BMJ Case Rep. 2010 Dec 20;2010:bcr0520102982. doi: 10.1136/bcr.05.2010.2982.
A 50-year-old right-handed man presented with headache accompanied by new onset confusion and slurring of speech over a 5-day period. This was initially suspected to be due to a transient ischaemic attack. On examination he had a clear ptosis of his left eye, which had developed just 6 days prior to his most recent admission; however, the rest of his neurological examination was normal. A neuropsychiatric review showed poor verbal recall, below average visual contrast ability and below average verbal learning scores. He had a medical history of recurrent oral ulcerations accompanied by anterior uveitus and recurrent genital ulcerations on the scrotum.
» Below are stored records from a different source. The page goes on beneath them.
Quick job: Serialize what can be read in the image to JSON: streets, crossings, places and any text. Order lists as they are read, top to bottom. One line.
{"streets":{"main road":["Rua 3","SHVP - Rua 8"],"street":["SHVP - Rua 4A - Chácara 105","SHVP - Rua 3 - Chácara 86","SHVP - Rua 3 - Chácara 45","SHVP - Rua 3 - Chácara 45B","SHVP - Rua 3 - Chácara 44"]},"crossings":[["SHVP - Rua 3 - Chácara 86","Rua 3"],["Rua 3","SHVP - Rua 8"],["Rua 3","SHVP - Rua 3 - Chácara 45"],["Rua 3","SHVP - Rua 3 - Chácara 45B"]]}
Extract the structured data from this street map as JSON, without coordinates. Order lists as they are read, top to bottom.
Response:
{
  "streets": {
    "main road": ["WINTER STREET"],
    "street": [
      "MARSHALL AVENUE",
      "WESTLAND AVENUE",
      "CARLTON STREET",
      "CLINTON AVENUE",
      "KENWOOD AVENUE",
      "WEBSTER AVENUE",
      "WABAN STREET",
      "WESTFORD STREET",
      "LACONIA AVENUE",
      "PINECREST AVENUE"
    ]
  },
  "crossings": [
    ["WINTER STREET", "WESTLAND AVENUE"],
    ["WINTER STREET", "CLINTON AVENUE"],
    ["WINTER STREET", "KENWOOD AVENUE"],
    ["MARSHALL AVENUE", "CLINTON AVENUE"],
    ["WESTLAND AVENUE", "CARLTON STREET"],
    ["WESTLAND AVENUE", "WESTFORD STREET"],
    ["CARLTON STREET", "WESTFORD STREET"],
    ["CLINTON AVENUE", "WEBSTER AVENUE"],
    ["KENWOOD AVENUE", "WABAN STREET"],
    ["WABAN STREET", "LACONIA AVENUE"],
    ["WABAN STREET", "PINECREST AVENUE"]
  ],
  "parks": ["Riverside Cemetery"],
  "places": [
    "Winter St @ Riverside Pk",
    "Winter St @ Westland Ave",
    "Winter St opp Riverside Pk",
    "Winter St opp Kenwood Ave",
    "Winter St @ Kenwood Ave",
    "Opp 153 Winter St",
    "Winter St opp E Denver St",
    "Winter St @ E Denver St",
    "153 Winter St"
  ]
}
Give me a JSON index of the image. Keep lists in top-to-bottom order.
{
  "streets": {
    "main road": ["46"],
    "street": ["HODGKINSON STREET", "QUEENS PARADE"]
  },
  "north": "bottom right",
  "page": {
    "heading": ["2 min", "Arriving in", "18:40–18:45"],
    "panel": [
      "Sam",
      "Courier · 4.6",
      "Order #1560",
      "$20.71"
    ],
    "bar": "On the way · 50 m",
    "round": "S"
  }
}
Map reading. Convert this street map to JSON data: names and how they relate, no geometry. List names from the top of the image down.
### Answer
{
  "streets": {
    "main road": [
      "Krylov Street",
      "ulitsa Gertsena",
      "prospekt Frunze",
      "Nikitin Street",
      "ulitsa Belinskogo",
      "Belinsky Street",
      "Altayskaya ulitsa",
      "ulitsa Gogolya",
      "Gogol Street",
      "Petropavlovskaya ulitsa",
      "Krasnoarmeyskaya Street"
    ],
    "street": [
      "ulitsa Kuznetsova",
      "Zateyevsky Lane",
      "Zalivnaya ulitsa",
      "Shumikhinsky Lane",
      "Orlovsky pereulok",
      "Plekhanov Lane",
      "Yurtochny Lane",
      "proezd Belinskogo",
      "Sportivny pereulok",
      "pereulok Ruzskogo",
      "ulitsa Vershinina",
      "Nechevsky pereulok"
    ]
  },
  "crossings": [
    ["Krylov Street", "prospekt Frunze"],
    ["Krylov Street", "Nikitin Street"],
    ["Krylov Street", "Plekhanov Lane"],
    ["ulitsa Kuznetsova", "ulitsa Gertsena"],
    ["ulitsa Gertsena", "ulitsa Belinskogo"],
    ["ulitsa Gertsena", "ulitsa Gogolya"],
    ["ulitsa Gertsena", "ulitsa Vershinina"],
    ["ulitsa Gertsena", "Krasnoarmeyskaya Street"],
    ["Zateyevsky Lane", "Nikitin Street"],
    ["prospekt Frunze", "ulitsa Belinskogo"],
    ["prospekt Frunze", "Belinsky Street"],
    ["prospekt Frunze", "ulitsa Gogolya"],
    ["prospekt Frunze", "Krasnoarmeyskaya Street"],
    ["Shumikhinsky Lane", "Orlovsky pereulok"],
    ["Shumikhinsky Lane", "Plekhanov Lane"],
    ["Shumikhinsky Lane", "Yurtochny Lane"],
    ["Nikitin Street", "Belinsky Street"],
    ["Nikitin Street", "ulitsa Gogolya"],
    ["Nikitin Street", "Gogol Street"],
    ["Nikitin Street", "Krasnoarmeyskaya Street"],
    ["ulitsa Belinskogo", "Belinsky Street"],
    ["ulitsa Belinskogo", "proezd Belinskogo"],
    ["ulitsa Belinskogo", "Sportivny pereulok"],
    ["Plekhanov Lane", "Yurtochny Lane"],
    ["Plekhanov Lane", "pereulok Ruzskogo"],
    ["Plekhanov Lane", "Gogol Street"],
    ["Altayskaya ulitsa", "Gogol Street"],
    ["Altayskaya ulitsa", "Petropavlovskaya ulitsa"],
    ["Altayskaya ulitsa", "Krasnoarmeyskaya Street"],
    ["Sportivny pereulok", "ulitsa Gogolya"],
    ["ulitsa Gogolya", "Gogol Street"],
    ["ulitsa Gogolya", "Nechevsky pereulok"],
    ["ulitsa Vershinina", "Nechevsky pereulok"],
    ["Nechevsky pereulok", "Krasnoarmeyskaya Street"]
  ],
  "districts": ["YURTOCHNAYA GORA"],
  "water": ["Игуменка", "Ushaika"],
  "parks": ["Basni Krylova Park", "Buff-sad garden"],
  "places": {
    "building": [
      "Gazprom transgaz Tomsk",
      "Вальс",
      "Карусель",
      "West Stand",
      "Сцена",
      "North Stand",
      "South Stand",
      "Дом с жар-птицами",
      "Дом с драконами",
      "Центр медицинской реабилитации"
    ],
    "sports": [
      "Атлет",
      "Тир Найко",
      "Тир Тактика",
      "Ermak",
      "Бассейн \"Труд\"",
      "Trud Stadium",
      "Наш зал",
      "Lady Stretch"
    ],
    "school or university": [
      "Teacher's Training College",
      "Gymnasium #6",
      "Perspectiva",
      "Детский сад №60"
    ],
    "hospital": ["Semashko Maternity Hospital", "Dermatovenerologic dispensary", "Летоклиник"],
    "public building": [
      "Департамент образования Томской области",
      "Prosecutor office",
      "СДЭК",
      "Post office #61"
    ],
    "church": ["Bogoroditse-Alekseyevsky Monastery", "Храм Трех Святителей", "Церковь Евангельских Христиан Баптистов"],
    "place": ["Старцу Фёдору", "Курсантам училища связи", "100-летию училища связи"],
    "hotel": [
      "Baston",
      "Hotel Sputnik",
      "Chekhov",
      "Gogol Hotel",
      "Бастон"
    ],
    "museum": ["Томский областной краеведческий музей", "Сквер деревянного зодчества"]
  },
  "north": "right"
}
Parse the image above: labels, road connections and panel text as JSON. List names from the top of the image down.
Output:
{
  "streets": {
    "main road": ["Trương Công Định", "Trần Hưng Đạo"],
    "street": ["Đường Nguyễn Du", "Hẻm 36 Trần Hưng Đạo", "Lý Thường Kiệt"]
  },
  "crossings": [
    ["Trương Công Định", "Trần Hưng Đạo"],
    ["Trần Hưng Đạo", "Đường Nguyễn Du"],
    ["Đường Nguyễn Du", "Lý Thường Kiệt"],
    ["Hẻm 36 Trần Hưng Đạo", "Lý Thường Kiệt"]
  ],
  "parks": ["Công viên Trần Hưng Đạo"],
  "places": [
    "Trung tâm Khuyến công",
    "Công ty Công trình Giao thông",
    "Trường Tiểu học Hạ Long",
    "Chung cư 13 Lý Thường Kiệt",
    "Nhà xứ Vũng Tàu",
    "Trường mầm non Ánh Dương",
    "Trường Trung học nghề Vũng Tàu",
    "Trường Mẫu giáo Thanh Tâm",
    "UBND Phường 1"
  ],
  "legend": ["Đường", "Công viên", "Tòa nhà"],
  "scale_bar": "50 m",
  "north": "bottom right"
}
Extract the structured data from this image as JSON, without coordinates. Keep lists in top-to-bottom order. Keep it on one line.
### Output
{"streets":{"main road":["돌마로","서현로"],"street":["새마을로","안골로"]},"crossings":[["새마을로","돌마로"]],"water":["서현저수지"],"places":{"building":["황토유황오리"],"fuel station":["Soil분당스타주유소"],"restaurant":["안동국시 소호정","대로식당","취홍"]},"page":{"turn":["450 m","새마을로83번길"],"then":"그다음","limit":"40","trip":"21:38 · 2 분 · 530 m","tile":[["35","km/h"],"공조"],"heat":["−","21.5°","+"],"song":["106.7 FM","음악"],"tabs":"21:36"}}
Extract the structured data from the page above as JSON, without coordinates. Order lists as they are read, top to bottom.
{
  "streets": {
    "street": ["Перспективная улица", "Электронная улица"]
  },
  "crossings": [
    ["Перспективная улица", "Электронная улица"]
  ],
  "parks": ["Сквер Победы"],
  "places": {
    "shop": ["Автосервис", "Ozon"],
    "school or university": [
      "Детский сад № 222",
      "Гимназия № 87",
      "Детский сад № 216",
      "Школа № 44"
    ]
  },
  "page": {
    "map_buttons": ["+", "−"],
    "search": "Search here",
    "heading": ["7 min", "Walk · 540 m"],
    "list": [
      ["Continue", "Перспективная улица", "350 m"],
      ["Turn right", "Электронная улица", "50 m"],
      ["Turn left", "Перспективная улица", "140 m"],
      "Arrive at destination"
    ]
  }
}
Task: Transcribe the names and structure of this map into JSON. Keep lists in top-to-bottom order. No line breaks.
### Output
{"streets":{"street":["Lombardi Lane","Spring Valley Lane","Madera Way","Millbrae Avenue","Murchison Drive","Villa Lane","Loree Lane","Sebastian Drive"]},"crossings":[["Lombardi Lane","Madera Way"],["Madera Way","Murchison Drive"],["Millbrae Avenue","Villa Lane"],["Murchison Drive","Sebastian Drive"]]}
Imaging showed increased unilateral signal in the left thalamic area, which when taken together with the clinical history, supports the internationally recognised diagnostic criteria for Behçet's disease. The patient lacked insight into his condition meaning that long-term residential care may be required.
一名50岁右利手男性,在5天内出现头痛,伴有新发的意识模糊和言语不清。最初怀疑这是由短暂性脑缺血发作引起的。检查时,他左眼上睑下垂明显,这是在他最近一次入院前6天刚出现的;然而,他其余的神经系统检查结果正常。神经精神评估显示言语回忆能力差、视觉对比能力低于平均水平以及言语学习分数低于平均水平。他有复发性口腔溃疡伴前葡萄膜炎以及阴囊复发性生殖器溃疡的病史。影像学检查显示左侧丘脑区域单侧信号增强,结合临床病史,符合国际公认的白塞病诊断标准。该患者对自己的病情缺乏认知,这意味着可能需要长期的住院护理。